--- Records for this exercise ---

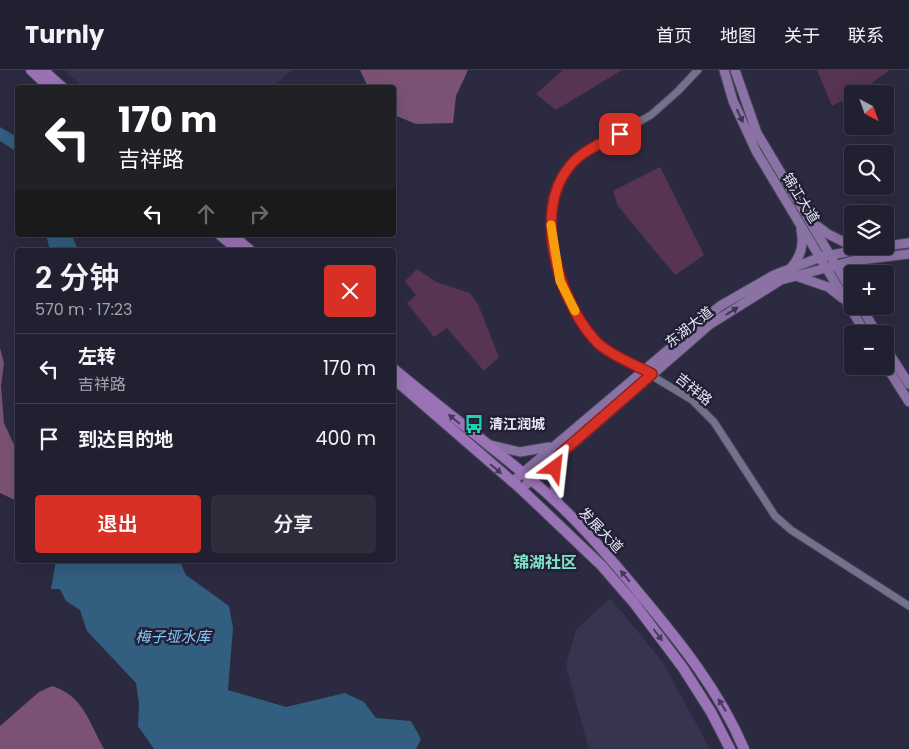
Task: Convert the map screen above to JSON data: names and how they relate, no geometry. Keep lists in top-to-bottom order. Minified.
{"streets":{"highway":["发展大道"],"main road":["锦江大道","东湖大道"],"street":["吉祥路"]},"crossings":[["锦江大道","东湖大道"],["东湖大道","吉祥路"],["东湖大道","发展大道"]],"districts":["锦湖社区"],"water":["梅子垭水库"],"places":{"bus stop":["清江润城"]},"north":"bottom right","page":{"header":"Turnly","nav":["首页","地图","关于","联系"],"map_buttons":["+","−"],"turn":["170 m","吉祥路"],"heading":["2 分钟","570 m · 17:23"],"list":[{"name":"左转","note":"吉祥路","value":"170 m"},{"name":"到达目的地","value":"400 m"}],"buttons":["退出","分享"]}}
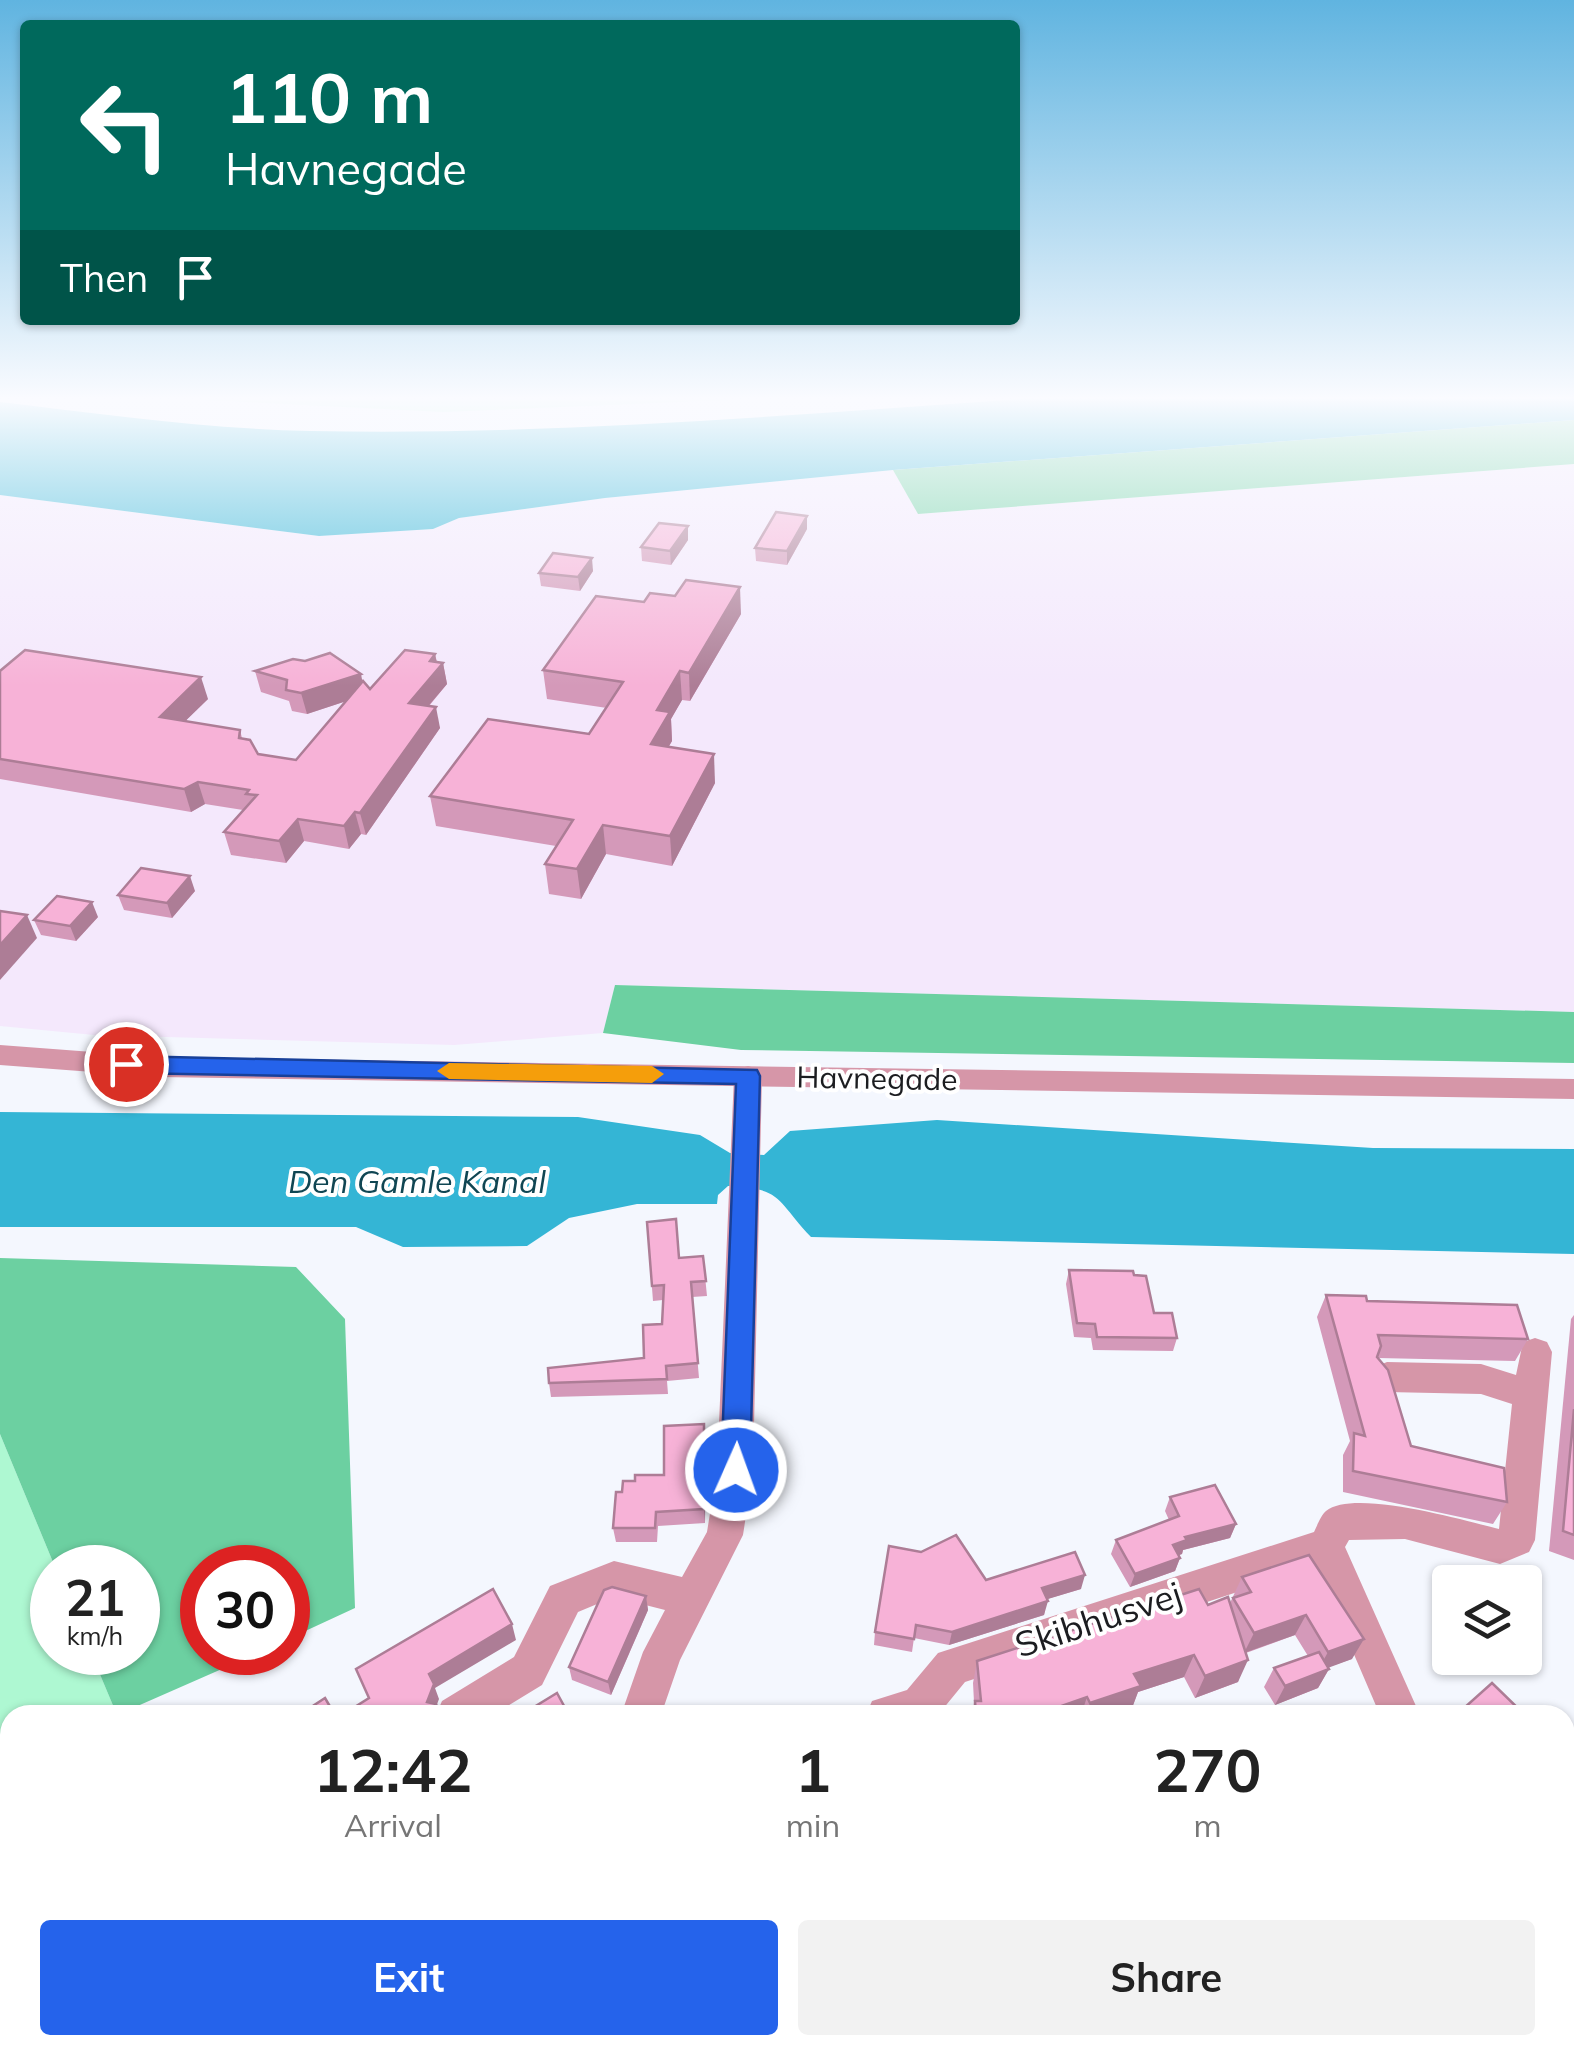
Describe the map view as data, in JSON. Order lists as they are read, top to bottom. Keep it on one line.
{"streets":{"street":["Havnegade","Skibhusvej"]},"water":["Den Gamle Kanal"],"page":{"turn":["110 m","Havnegade"],"then":"Then","speed":"21 km/h","limit":"30","eta":["12:42","Arrival","1","min","270","m"],"buttons":["Exit","Share"]}}
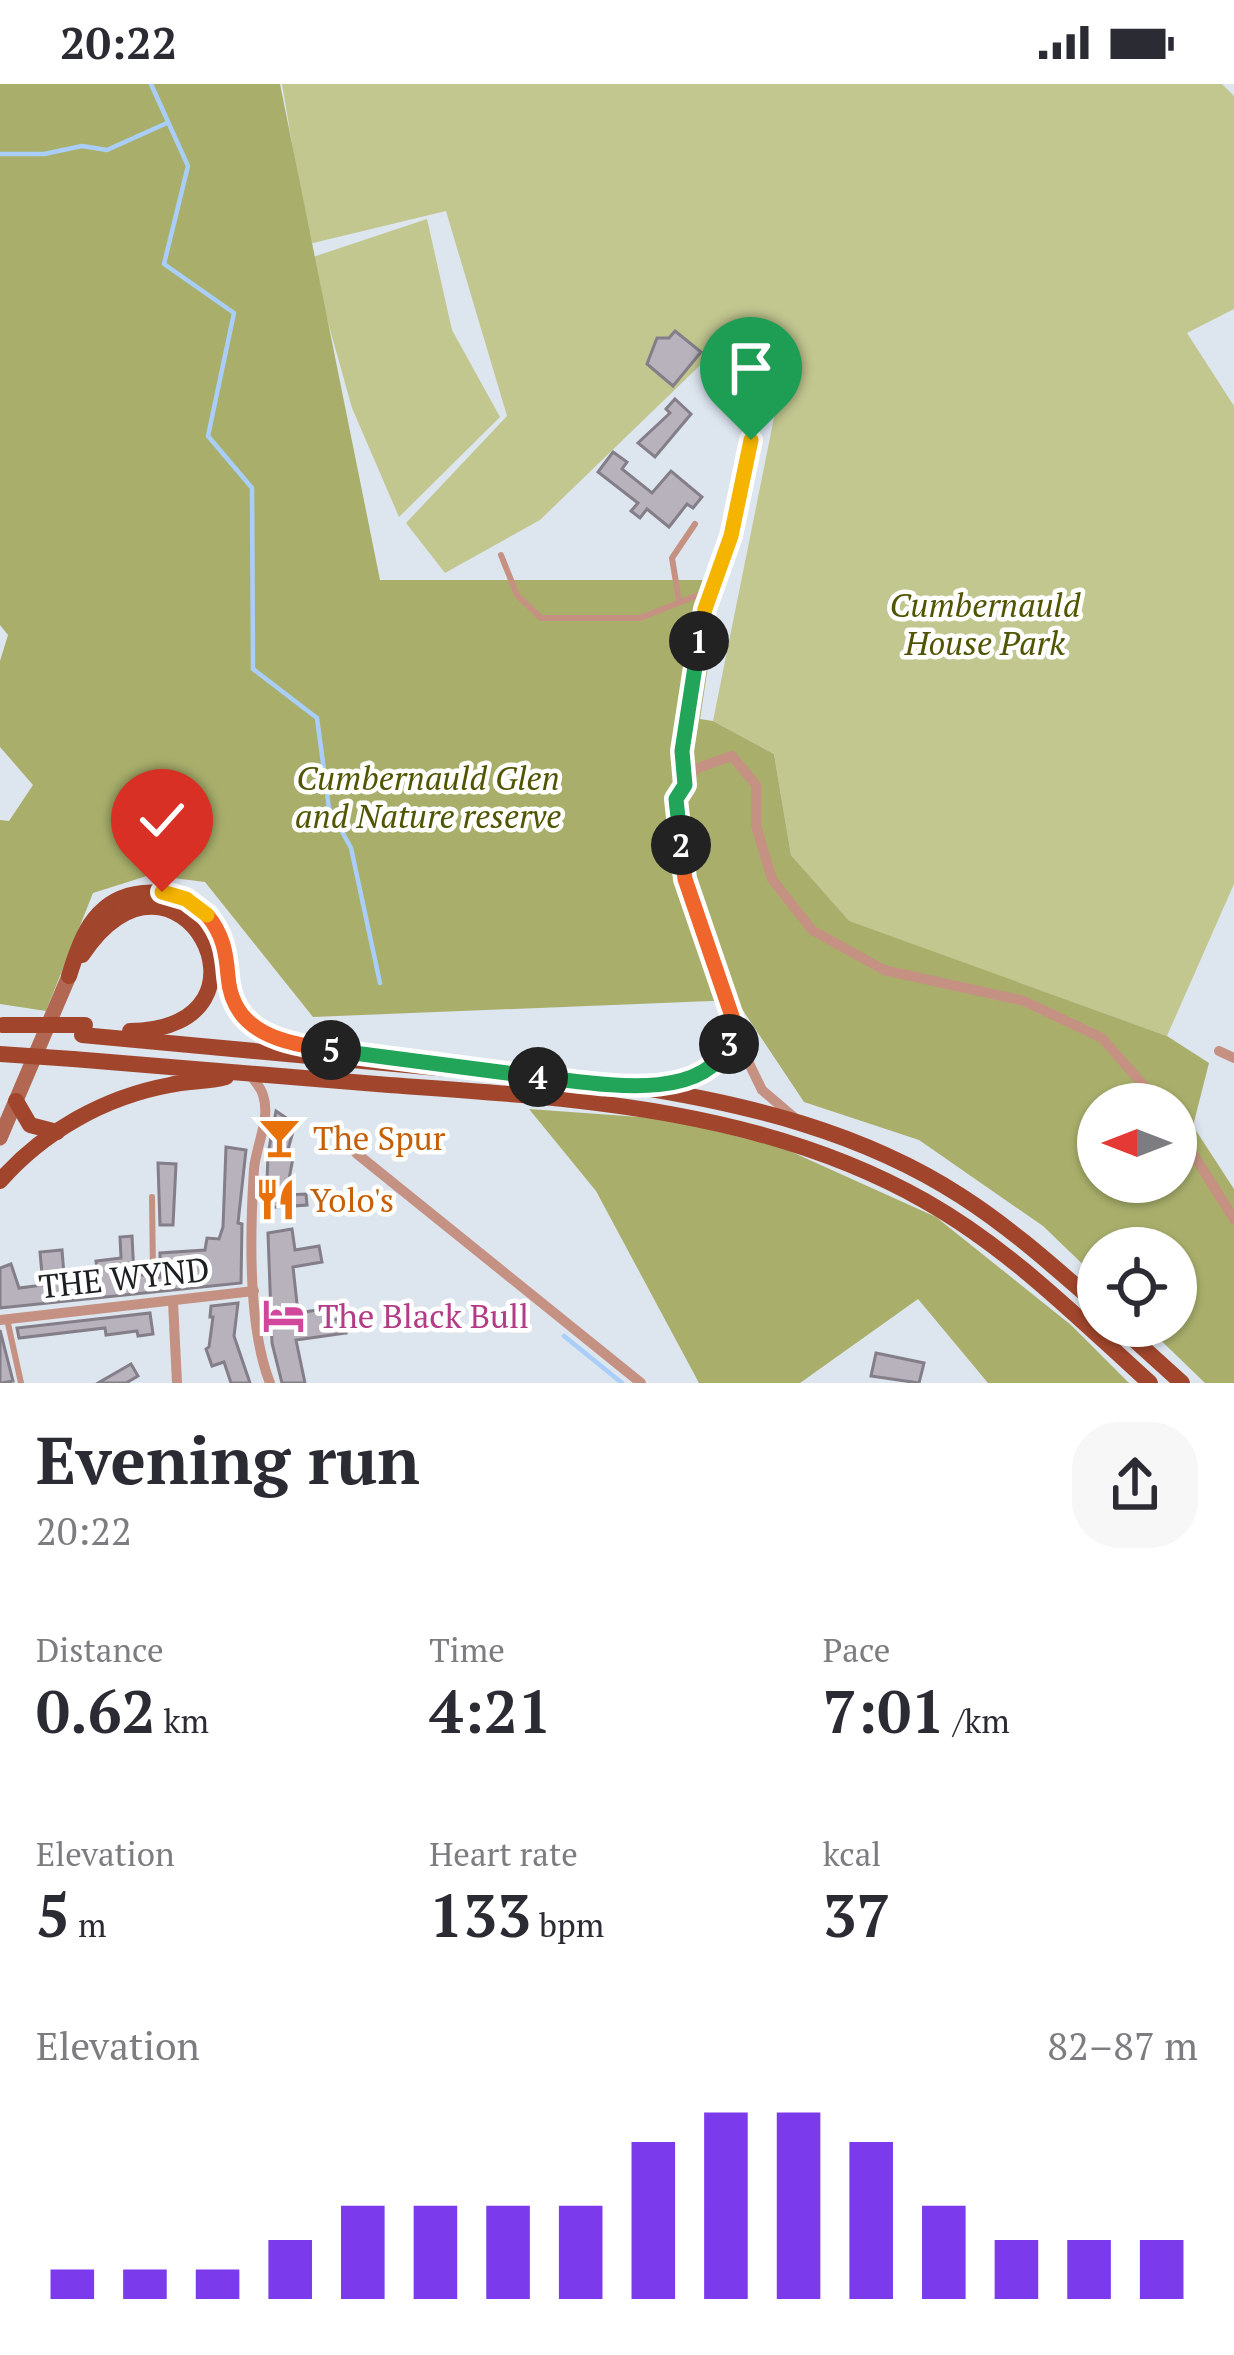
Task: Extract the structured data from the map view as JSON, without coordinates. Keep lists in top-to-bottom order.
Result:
{
  "streets": {
    "street": ["THE WYND"]
  },
  "parks": ["Cumbernauld House Park", "Cumbernauld Glen and Nature reserve"],
  "places": {
    "bar": ["The Spur"],
    "restaurant": ["Yolo's"],
    "hotel": ["The Black Bull"]
  },
  "north": "left",
  "page": {
    "status": "20:22",
    "pins": [
      "1",
      "2",
      "3",
      "5",
      "4"
    ],
    "heading": ["Evening run", "20:22"],
    "stats": [
      ["Distance", "0.62 km"],
      ["Time", "4:21"],
      ["Pace", "7:01 /km"],
      ["Elevation", "5 m"],
      ["Heart rate", "133 bpm"],
      ["kcal", "37"]
    ],
    "chart": ["Elevation", "82–87 m"]
  }
}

---

- [The task]:
Return every entry above exactly as written, with no pictures included.

- [Reply to the exercise]:
Task: Convert the map screen above to JSON data: names and how they relate, no geometry. Keep lists in top-to-bottom order. Minified.
{"streets":{"highway":["发展大道"],"main road":["锦江大道","东湖大道"],"street":["吉祥路"]},"crossings":[["锦江大道","东湖大道"],["东湖大道","吉祥路"],["东湖大道","发展大道"]],"districts":["锦湖社区"],"water":["梅子垭水库"],"places":{"bus stop":["清江润城"]},"north":"bottom right","page":{"header":"Turnly","nav":["首页","地图","关于","联系"],"map_buttons":["+","−"],"turn":["170 m","吉祥路"],"heading":["2 分钟","570 m · 17:23"],"list":[{"name":"左转","note":"吉祥路","value":"170 m"},{"name":"到达目的地","value":"400 m"}],"buttons":["退出","分享"]}}
Describe the map view as data, in JSON. Order lists as they are read, top to bottom. Keep it on one line.
{"streets":{"street":["Havnegade","Skibhusvej"]},"water":["Den Gamle Kanal"],"page":{"turn":["110 m","Havnegade"],"then":"Then","speed":"21 km/h","limit":"30","eta":["12:42","Arrival","1","min","270","m"],"buttons":["Exit","Share"]}}
Task: Extract the structured data from the map view as JSON, without coordinates. Keep lists in top-to-bottom order.
Result:
{
  "streets": {
    "street": ["THE WYND"]
  },
  "parks": ["Cumbernauld House Park", "Cumbernauld Glen and Nature reserve"],
  "places": {
    "bar": ["The Spur"],
    "restaurant": ["Yolo's"],
    "hotel": ["The Black Bull"]
  },
  "north": "left",
  "page": {
    "status": "20:22",
    "pins": [
      "1",
      "2",
      "3",
      "5",
      "4"
    ],
    "heading": ["Evening run", "20:22"],
    "stats": [
      ["Distance", "0.62 km"],
      ["Time", "4:21"],
      ["Pace", "7:01 /km"],
      ["Elevation", "5 m"],
      ["Heart rate", "133 bpm"],
      ["kcal", "37"]
    ],
    "chart": ["Elevation", "82–87 m"]
  }
}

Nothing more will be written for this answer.